WHAT TO DO: Work out how many lines of the material below contain the word "hidden", then write that number alone.

SOURCE MATERIAL:
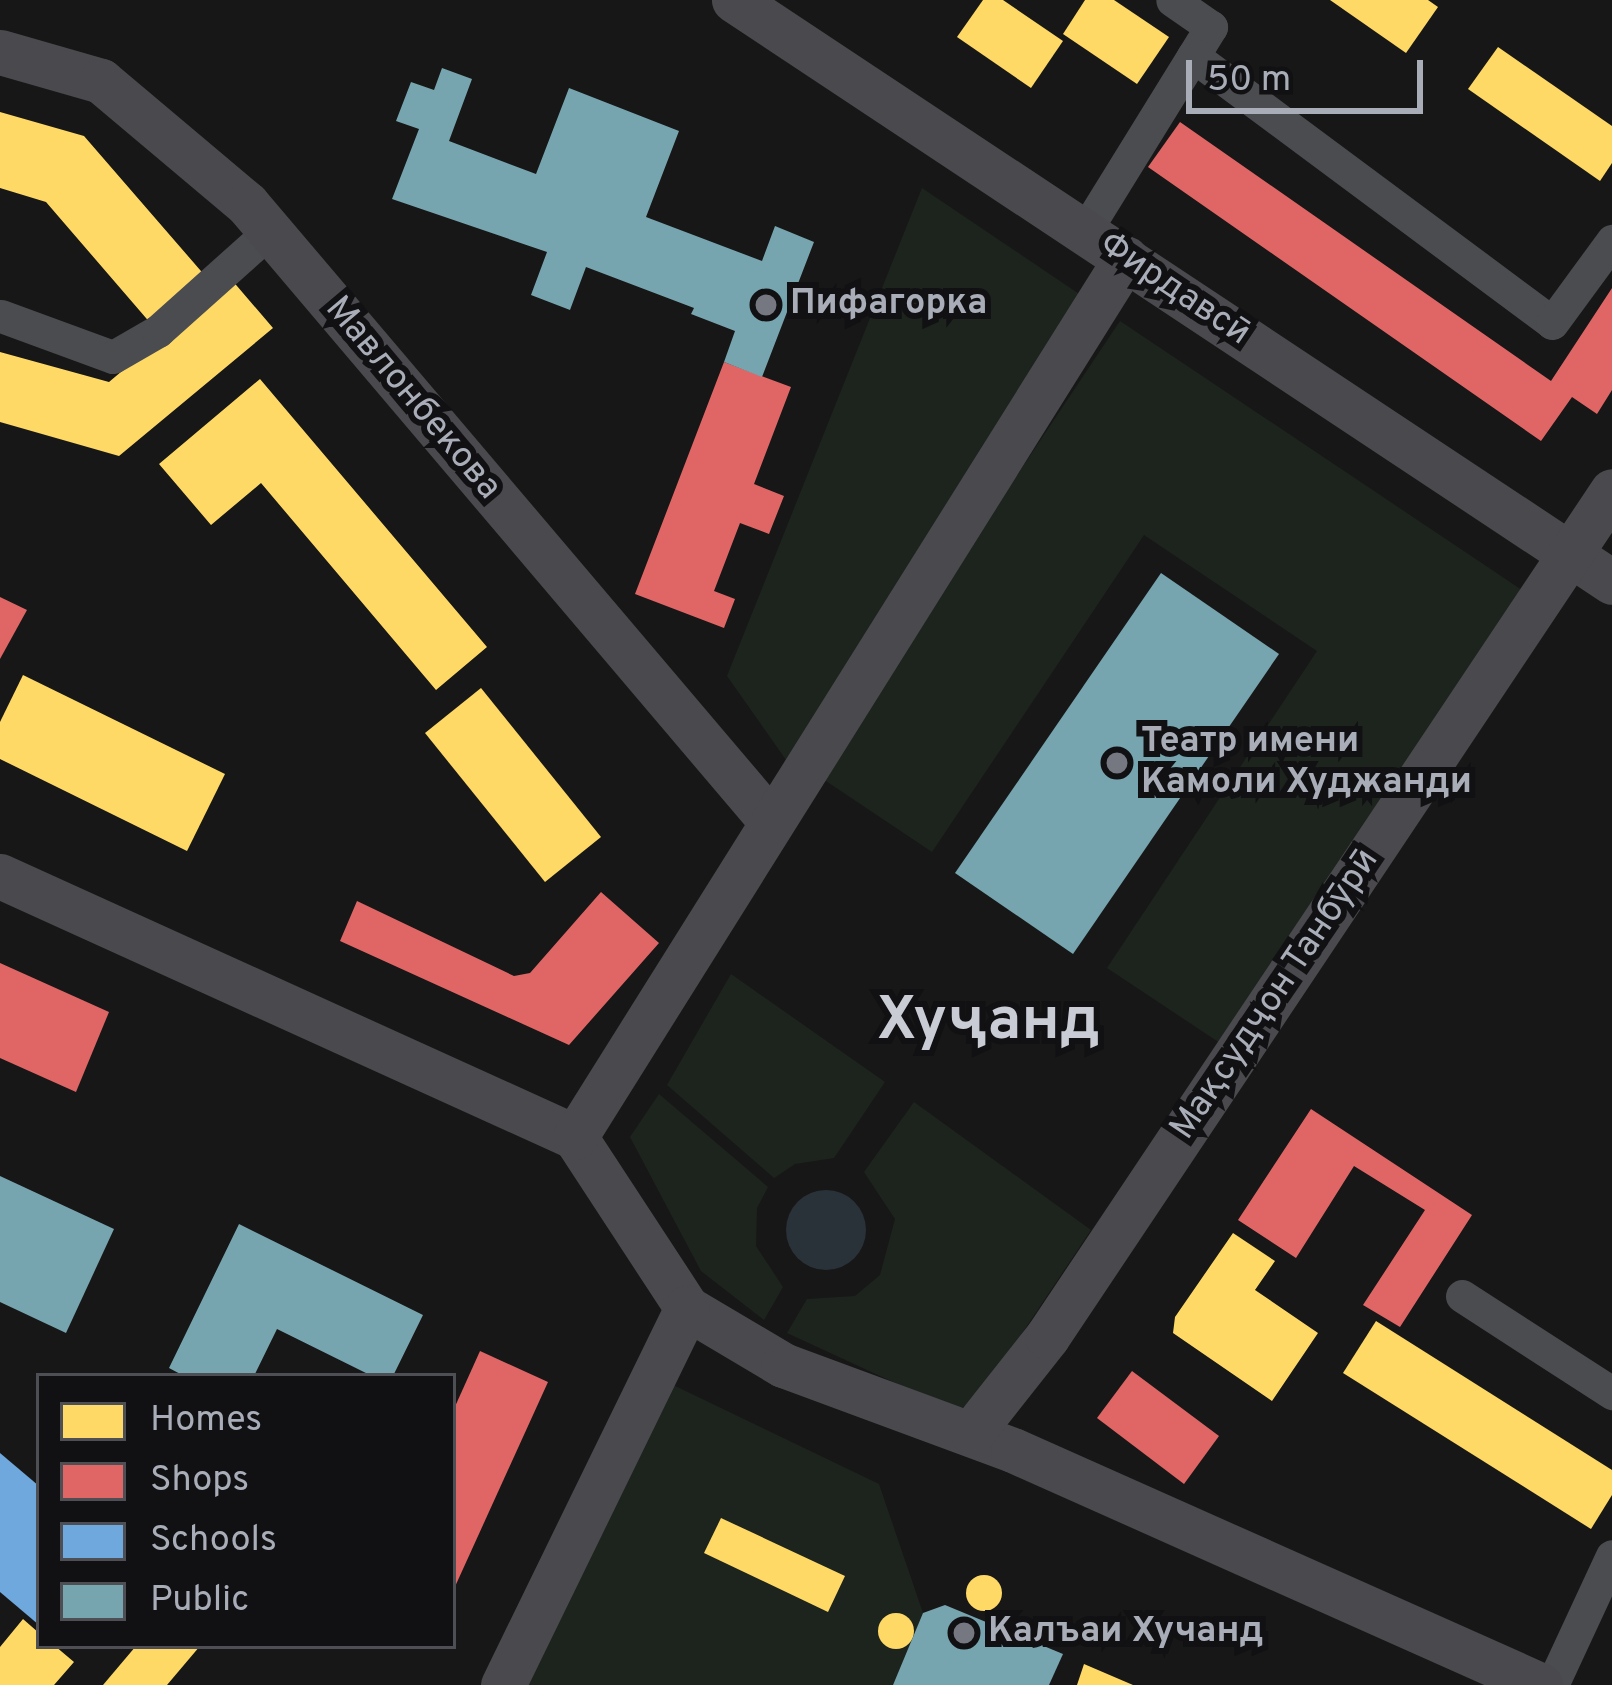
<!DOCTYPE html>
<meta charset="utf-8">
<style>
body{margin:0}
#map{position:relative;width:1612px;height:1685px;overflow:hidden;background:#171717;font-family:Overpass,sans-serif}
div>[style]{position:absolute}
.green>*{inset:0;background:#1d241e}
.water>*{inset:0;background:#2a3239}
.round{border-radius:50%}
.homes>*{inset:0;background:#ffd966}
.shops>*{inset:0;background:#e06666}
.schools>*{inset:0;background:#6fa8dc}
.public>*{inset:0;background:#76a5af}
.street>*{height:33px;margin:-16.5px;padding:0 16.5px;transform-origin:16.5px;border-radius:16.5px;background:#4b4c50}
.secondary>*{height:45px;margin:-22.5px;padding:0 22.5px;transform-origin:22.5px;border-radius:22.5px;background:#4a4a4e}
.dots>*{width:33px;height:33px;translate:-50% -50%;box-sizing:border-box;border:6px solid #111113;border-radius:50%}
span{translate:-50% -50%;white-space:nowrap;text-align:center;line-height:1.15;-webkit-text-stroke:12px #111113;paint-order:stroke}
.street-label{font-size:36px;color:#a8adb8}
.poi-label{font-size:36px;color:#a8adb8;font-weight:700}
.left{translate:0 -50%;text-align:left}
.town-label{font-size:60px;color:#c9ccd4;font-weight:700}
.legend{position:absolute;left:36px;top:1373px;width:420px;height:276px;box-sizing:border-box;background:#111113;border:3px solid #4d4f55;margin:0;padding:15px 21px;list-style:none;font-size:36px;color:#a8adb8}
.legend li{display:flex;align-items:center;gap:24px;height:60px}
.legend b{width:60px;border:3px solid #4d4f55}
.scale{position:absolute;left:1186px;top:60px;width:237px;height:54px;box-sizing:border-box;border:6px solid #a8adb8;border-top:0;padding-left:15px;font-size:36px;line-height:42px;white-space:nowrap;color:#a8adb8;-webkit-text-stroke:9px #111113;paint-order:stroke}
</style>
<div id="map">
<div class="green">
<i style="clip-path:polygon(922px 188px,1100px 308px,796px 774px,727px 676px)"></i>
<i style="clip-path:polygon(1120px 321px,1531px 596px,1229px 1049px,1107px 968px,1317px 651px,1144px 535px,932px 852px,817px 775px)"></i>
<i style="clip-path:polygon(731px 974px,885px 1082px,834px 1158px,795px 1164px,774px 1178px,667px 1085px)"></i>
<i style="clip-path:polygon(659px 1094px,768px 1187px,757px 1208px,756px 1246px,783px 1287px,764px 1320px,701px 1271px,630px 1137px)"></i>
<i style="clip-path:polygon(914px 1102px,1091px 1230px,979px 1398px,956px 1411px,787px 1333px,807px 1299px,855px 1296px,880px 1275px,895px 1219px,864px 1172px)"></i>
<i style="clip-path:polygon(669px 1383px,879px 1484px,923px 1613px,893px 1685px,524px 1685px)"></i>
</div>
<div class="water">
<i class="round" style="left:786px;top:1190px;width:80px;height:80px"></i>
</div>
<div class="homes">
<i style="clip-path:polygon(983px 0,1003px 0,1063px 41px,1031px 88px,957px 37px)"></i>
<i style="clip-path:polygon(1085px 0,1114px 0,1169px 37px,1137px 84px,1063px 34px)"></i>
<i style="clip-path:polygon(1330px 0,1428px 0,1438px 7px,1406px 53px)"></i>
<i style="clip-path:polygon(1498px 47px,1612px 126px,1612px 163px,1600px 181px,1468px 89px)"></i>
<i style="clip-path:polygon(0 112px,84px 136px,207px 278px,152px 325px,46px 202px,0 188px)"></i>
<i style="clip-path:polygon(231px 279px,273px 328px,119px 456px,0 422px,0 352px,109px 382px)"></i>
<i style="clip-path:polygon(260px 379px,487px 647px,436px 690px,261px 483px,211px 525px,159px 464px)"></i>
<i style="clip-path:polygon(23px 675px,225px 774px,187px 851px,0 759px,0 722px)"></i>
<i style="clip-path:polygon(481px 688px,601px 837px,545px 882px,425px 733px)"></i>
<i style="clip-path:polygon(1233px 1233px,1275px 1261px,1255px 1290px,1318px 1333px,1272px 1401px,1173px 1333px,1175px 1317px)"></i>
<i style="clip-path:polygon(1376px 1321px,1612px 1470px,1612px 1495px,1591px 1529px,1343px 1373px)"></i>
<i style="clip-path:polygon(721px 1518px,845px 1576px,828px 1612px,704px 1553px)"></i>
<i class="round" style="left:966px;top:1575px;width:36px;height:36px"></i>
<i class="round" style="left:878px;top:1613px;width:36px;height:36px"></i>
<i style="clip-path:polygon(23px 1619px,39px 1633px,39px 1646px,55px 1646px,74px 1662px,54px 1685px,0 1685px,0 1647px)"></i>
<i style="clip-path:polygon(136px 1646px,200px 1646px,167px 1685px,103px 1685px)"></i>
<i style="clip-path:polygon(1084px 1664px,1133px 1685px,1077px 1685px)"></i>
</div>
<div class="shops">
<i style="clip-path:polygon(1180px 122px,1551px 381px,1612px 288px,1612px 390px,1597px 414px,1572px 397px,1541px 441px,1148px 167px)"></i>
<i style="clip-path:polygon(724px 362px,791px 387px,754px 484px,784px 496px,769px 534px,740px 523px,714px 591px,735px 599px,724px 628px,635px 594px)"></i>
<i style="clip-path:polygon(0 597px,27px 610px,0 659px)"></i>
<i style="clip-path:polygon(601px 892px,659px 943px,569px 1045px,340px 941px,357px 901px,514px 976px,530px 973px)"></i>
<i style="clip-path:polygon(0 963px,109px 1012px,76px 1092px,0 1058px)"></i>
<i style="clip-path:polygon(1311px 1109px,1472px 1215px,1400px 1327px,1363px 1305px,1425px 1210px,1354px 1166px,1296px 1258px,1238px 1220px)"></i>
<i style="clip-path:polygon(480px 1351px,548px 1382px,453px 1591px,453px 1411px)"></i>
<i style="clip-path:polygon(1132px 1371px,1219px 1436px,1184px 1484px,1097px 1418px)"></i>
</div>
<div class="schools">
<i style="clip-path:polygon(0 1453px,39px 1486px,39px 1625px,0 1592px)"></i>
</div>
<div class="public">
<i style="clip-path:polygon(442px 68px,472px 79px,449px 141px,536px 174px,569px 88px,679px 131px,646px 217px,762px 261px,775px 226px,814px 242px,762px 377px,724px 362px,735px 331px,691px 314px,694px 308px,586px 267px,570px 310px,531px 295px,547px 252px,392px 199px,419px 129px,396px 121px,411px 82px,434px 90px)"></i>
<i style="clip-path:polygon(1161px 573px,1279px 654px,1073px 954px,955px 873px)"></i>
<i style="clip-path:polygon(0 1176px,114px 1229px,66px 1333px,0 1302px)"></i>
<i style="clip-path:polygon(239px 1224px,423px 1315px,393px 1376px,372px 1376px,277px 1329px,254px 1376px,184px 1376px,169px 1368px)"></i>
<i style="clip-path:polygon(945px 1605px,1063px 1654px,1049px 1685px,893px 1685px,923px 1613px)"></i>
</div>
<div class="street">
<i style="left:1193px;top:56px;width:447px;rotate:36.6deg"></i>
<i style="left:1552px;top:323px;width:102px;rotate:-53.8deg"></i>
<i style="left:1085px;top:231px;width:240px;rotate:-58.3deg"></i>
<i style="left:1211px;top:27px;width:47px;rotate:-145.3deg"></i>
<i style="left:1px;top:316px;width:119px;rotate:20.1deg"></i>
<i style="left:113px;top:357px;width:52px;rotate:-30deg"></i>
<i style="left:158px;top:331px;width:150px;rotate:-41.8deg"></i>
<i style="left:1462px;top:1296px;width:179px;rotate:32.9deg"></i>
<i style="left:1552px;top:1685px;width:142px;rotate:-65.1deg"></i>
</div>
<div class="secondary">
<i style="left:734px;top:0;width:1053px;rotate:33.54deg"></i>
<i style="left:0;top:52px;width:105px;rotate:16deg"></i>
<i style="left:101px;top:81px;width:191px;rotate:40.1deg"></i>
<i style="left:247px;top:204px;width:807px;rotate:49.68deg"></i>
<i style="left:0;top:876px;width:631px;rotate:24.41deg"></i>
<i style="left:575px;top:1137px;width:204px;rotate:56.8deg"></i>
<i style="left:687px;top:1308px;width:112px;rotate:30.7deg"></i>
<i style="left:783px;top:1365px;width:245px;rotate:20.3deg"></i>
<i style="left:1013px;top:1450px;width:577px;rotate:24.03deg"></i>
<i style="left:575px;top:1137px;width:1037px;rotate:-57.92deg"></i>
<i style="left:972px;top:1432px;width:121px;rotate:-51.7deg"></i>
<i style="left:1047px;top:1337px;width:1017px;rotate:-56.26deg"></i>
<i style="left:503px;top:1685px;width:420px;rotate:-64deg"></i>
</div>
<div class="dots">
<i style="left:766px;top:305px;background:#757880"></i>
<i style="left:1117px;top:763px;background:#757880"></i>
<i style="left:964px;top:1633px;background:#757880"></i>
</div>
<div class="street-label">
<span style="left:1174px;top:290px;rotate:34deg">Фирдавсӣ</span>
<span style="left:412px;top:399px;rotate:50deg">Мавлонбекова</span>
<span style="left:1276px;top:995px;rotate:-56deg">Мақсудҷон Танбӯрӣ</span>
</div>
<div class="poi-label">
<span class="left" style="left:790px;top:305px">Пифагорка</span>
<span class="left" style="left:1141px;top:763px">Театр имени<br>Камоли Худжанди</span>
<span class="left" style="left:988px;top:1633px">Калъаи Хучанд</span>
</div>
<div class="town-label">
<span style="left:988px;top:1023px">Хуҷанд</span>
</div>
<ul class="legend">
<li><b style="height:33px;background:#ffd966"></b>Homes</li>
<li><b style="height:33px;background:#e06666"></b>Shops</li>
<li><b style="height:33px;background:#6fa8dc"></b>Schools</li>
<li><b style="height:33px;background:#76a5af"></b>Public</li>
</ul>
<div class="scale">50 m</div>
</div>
==
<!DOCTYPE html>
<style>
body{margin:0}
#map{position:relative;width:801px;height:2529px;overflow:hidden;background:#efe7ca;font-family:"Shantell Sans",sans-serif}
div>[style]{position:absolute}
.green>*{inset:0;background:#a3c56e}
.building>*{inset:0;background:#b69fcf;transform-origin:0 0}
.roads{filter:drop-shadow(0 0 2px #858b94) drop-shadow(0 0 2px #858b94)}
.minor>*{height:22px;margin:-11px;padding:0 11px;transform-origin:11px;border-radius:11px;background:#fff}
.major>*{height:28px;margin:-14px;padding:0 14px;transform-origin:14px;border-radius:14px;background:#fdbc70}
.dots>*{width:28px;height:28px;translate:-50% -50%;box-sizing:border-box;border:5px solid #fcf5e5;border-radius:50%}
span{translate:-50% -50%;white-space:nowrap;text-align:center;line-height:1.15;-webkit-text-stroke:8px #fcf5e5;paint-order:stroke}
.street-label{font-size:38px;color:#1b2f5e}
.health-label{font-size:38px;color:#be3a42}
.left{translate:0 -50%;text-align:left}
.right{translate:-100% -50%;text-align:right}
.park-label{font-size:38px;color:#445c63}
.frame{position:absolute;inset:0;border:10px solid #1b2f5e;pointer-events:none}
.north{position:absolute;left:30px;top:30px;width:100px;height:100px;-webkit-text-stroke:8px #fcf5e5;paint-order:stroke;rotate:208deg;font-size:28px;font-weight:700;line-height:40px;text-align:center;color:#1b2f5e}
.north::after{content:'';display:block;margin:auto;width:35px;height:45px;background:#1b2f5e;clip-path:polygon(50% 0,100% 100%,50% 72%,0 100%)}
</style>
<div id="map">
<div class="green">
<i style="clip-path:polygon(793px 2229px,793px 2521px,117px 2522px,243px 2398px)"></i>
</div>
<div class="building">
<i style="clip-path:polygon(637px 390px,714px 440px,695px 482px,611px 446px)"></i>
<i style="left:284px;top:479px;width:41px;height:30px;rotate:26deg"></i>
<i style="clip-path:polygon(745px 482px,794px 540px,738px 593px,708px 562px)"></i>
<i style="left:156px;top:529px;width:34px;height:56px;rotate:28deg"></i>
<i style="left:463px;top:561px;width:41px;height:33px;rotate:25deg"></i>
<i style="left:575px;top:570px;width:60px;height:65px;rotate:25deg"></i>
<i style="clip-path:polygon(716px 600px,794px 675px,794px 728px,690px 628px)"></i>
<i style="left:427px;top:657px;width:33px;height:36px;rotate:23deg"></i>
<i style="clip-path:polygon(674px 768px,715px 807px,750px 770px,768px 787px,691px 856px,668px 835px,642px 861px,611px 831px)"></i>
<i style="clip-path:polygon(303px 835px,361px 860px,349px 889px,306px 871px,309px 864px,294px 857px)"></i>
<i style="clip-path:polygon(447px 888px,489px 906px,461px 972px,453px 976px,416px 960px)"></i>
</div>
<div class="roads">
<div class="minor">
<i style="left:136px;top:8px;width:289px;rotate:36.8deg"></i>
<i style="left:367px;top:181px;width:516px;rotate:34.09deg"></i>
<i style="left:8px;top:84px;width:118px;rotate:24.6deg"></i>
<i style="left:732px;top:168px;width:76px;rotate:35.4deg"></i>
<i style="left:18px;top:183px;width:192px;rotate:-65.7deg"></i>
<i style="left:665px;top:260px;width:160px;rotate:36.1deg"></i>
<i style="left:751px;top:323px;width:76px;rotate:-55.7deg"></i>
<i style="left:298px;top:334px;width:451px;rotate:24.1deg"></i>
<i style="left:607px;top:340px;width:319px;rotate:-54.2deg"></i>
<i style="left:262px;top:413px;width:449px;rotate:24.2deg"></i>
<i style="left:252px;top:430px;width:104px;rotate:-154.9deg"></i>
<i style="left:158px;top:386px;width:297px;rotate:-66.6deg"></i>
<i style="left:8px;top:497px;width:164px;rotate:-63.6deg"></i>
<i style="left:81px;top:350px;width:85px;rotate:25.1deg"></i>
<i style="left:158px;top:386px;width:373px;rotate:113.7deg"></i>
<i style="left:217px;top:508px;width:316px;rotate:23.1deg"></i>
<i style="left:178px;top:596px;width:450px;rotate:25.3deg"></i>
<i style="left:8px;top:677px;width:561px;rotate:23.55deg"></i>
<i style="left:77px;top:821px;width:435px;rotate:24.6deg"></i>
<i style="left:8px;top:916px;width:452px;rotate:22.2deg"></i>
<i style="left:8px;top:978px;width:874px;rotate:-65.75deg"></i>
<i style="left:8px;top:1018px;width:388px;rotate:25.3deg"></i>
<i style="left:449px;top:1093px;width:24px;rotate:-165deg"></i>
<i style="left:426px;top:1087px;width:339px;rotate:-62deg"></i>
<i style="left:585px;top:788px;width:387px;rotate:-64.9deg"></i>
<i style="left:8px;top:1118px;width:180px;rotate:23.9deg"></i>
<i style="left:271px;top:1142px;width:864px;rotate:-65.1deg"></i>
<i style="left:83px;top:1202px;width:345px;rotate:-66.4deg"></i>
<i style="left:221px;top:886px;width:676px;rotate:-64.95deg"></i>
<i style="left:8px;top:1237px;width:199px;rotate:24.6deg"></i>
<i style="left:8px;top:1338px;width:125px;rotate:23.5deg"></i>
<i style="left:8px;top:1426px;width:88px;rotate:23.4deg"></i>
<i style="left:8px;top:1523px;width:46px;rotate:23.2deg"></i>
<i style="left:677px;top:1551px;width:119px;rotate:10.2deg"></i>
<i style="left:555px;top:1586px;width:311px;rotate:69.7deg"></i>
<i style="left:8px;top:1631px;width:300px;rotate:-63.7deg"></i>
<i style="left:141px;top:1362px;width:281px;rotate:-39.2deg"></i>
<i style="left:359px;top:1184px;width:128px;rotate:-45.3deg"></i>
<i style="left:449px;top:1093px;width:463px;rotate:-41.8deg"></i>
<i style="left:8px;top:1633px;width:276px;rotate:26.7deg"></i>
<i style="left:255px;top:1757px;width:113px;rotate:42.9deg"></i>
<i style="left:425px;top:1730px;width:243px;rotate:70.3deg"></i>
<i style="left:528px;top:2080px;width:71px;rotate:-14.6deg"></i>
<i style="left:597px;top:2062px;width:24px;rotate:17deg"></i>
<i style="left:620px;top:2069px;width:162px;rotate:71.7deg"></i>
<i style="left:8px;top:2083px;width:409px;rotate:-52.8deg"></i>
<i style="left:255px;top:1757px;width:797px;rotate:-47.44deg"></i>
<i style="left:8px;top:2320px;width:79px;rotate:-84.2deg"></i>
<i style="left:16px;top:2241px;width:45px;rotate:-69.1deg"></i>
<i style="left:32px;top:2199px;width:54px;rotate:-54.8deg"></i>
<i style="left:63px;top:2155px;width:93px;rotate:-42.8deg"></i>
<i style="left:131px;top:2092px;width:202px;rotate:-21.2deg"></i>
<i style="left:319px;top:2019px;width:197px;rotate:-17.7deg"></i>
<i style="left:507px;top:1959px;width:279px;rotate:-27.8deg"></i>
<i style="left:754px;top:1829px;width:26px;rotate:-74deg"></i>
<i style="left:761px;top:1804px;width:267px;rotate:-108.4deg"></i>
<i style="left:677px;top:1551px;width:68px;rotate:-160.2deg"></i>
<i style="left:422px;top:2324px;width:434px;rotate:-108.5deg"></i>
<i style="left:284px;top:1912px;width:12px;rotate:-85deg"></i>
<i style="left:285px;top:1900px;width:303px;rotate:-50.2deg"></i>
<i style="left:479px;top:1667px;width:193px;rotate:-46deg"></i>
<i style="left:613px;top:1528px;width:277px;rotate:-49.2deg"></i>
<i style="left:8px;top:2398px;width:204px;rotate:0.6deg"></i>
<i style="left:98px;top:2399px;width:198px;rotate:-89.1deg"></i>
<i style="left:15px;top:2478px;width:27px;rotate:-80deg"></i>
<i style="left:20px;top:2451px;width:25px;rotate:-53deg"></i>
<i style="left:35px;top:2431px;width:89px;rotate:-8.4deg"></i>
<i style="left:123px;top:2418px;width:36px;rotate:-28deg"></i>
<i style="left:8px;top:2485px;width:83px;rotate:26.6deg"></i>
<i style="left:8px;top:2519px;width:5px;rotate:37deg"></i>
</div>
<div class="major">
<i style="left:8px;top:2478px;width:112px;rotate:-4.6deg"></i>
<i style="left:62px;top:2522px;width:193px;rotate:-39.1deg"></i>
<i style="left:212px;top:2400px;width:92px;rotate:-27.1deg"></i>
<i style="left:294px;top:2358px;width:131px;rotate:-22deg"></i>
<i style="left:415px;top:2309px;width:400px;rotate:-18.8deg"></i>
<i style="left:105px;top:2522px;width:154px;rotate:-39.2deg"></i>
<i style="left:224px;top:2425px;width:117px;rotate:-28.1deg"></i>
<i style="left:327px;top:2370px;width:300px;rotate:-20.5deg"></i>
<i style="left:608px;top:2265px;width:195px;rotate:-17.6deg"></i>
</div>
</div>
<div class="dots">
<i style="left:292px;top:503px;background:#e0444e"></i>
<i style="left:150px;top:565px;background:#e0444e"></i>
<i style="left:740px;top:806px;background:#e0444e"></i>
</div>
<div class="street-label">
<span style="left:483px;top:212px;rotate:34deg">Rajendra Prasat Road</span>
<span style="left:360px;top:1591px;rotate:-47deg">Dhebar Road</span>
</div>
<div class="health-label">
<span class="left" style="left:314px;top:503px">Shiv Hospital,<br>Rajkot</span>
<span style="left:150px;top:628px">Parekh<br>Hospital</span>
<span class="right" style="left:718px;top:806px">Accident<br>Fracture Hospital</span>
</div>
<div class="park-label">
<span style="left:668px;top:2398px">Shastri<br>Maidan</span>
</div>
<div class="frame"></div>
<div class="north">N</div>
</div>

SOLUTION TO THE PROBLEM: 2